Once again, the value of relatively inexpensive point-of-sale video systems has been demonstrated — this time in the hate-crime-hoax category. A pastor at an Austin, Texas church that proclaims itself an LGBT-welcoming congregation accused a Whole Foods bakery of decorating a cake with a homophobic slur, launching a lawsuit and creating a media stir complete with pictures of the cake itself. But when Whole Foods announced that it had video of the transaction and planned legal steps of its own against The Church of the Open Doors, suddenly Pastor Jordan Brown started backing away … at light speed:

Whole Foods called Brown’s accusations “fraudulent” and released surveillance video from the day that Brown had bought the cake. It said that it planned on taking legal action against Brown.

On May 16, Brown released a statement to the media saying he is dropping the lawsuit. Brown said Whole Foods did “nothing wrong” and apologized for his actions. His full statement is below:

Today I am dismissing my lawsuit against Whole Foods Market. The company did nothing wrong. I was wrong to pursue this matter and use the media to perpetuate this story. I want to apologize to Whole Foods and its team members for questioning the company’s commitment to its values, and especially the bakery associate who I understand was put in a terrible position because of my actions. I apologize to the LGBT community for diverting attention from real issues. I also want to apologize to my partner, my family, my church family, and my attorney.

Translation: Please don’t sue me. Brown sang a different song to the media in mid-April, complete with tears and claims of triggering previous hate-crime incidents in his life:

Whole Foods actually announced the lawsuit a month ago, claiming all along that Brown had tried to run a scam against the chain. They released the video just a day after Brown’s tearful press conference that showed that Brown had seen the cake before purchasing it. Oh, and one other thing … that bakery employee who decorated the cake turns out to be “a member of the LGBT community,” too. D’oh!

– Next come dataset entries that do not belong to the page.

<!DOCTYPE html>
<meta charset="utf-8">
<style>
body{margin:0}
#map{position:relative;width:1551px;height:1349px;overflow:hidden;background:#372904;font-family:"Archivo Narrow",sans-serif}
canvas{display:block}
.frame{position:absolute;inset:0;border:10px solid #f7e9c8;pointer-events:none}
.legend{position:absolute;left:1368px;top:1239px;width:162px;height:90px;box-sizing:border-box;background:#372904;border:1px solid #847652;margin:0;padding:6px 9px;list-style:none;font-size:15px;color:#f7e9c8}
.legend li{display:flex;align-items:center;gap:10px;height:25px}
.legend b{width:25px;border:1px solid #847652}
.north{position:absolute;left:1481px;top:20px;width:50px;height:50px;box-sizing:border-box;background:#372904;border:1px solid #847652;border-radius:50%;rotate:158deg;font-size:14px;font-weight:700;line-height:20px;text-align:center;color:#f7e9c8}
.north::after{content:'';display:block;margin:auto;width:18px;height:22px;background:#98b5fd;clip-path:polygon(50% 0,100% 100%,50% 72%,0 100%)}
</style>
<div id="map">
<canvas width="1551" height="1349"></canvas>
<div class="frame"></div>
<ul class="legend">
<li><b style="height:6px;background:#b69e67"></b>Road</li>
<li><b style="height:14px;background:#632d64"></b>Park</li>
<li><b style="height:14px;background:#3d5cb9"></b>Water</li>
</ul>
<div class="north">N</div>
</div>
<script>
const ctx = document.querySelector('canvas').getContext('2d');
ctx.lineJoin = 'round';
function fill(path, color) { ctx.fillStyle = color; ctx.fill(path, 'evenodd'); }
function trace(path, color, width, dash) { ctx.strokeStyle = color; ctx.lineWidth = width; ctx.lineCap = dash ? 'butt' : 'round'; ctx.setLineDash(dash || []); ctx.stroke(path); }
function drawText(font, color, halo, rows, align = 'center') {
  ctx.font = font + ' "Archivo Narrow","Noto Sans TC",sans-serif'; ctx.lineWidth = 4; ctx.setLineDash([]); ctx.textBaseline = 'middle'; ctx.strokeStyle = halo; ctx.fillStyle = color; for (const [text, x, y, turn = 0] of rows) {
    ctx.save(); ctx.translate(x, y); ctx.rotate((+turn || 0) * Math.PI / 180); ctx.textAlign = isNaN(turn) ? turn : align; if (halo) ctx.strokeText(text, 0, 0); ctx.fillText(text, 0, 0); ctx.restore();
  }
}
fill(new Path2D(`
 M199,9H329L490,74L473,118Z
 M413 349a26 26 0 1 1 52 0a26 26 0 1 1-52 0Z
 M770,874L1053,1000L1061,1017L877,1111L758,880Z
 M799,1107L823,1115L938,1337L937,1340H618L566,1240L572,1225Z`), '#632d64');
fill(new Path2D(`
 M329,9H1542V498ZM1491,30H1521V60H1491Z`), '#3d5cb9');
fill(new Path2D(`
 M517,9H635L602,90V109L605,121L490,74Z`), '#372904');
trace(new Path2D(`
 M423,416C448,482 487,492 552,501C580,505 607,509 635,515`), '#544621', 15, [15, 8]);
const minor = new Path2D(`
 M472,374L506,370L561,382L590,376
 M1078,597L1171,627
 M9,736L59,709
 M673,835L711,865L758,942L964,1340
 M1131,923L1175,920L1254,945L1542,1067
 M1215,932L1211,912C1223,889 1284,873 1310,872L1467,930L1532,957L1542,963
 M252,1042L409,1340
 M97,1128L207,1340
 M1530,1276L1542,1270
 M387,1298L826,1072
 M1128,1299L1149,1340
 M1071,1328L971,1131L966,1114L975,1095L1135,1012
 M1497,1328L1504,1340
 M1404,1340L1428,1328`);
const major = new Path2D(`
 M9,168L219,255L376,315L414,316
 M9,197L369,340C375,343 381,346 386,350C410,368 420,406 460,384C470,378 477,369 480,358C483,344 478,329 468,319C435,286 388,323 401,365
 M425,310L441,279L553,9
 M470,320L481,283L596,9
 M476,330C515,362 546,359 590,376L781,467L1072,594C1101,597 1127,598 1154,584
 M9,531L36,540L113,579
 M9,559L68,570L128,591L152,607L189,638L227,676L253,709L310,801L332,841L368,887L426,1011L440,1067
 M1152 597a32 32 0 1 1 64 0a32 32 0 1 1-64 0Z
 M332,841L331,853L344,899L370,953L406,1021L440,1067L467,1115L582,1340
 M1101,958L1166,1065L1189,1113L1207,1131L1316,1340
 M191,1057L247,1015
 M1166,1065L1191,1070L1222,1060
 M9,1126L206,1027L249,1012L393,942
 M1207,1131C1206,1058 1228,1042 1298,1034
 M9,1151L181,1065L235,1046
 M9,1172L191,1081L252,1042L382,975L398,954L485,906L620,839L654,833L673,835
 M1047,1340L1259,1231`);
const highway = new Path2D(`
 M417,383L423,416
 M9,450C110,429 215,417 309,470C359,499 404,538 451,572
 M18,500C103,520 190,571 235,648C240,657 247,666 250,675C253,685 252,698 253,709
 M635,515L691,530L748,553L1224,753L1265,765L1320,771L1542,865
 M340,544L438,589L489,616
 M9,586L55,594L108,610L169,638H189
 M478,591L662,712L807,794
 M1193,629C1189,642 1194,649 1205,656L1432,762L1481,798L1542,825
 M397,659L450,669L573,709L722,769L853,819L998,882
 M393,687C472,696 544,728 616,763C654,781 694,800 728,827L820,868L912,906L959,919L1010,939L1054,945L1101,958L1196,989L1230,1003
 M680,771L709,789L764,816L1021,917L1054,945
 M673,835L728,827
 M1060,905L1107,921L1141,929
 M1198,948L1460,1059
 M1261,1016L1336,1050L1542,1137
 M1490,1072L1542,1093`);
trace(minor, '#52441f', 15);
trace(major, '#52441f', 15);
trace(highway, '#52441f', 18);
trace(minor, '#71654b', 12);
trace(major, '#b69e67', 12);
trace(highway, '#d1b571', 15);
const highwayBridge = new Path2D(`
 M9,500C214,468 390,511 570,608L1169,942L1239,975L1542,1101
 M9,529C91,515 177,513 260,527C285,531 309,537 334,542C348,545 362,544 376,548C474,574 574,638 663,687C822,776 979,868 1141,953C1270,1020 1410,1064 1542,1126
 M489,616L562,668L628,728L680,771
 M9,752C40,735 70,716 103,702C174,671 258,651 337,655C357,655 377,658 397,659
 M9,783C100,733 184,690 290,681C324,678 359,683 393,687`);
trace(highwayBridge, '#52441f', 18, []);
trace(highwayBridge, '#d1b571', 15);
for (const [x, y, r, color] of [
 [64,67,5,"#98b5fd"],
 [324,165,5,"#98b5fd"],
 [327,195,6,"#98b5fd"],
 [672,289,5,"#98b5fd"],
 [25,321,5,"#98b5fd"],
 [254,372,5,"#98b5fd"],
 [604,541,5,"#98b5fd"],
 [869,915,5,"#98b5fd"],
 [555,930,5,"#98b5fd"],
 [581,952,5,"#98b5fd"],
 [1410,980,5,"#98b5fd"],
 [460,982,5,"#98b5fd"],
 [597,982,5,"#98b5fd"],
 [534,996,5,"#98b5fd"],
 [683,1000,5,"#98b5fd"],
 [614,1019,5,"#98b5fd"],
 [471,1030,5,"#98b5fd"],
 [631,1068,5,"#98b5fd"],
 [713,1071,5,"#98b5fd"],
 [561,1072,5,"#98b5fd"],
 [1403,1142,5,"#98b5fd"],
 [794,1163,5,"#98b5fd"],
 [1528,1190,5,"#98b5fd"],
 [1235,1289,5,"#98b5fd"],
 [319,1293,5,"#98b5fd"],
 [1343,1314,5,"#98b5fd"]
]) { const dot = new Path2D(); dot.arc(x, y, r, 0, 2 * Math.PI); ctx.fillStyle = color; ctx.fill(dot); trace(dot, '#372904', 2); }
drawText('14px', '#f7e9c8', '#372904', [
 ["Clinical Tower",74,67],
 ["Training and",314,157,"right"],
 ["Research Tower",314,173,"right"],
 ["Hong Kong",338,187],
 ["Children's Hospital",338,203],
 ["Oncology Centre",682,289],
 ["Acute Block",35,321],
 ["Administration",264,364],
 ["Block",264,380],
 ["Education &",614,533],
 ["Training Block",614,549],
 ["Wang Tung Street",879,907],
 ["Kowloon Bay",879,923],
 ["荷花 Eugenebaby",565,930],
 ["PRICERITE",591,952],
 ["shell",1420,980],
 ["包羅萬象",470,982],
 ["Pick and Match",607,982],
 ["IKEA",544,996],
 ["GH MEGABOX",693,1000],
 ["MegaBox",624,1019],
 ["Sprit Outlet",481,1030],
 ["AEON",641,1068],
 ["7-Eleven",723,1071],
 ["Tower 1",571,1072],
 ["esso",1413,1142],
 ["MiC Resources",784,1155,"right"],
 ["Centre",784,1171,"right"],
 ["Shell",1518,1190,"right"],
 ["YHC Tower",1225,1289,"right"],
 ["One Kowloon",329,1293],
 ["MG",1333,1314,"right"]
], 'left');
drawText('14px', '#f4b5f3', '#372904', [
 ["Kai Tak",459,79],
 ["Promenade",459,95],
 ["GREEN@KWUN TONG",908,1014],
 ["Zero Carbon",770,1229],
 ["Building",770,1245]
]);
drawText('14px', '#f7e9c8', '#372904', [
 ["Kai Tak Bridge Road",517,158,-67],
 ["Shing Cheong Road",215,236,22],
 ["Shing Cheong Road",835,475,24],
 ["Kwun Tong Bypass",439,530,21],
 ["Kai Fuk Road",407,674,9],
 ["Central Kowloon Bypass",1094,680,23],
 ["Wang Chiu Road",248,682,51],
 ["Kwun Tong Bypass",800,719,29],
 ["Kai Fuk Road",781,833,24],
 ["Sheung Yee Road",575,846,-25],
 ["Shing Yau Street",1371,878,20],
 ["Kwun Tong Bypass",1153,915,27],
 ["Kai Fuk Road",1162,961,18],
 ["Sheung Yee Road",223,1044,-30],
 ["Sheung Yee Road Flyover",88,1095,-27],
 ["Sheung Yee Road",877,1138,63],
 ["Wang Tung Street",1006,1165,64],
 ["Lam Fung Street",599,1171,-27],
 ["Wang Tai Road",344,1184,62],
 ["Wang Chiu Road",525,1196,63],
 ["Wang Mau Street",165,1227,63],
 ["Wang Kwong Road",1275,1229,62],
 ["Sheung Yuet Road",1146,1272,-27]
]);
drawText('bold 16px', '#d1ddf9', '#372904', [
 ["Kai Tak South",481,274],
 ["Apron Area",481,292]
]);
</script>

At the time, the Austin American Statesman wondered whether the surveillance system actually contradicted Brown’s claims:

The answer to the Statesman’s question is clearly yes — or else Brown would not have issued that statement this morning. In retrospect, it seems odd that anyone would have bought this three-layer hoax at all. Whole Foods concentrates on the urban, upscale market that would be most turned off by the kind of derogatory slur that Brown accused their bakery of leaving on his cake. It seems beyond stupid to have tried a hoax like this in a well-capitalized chain that would have point-of-sale video systems. And finally, even the picture itself was a giveaway. The slur was clearly done separately from the rest of the decoration.

What was the point of this exercise, anyway? Perhaps Brown wanted to make himself the new leader for activists in the Austin community. Instead, he’s now the latest in a long line of hate-crime hoaxers, a trend that has gotten so bad that it might make for a bigger market for lawyers than actual hate crimes. Whole Foods will probably drop their lawsuit now that Brown has publicly admitted his fraud, but they shouldn’t. And Brown should be banished into oblivion too, especially by his church and his allies, but that probably won’t happen either.

Addendum: Perhaps in this age of hoaxes, even smaller businesses might want to invest in relatively inexpensive video surveillance systems. All it takes is one incident like this to make it pay off.

Update: Kevin Glass notes that Whole Foods will drop the lawsuit, and laments the decision:

On the other hand, what would they have recovered from Brown? He’s already on his way to Oblivion, with a side jaunt through Infamy. They have gotten pretty much everything they could have hoped to achieve in the countersuit already, including the public humiliation of Brown as a hoaxer. At this point they’d have to spend a ton of money on legal costs that would never be recovered, and the fight might end up perpetuating the story rather than letting it die.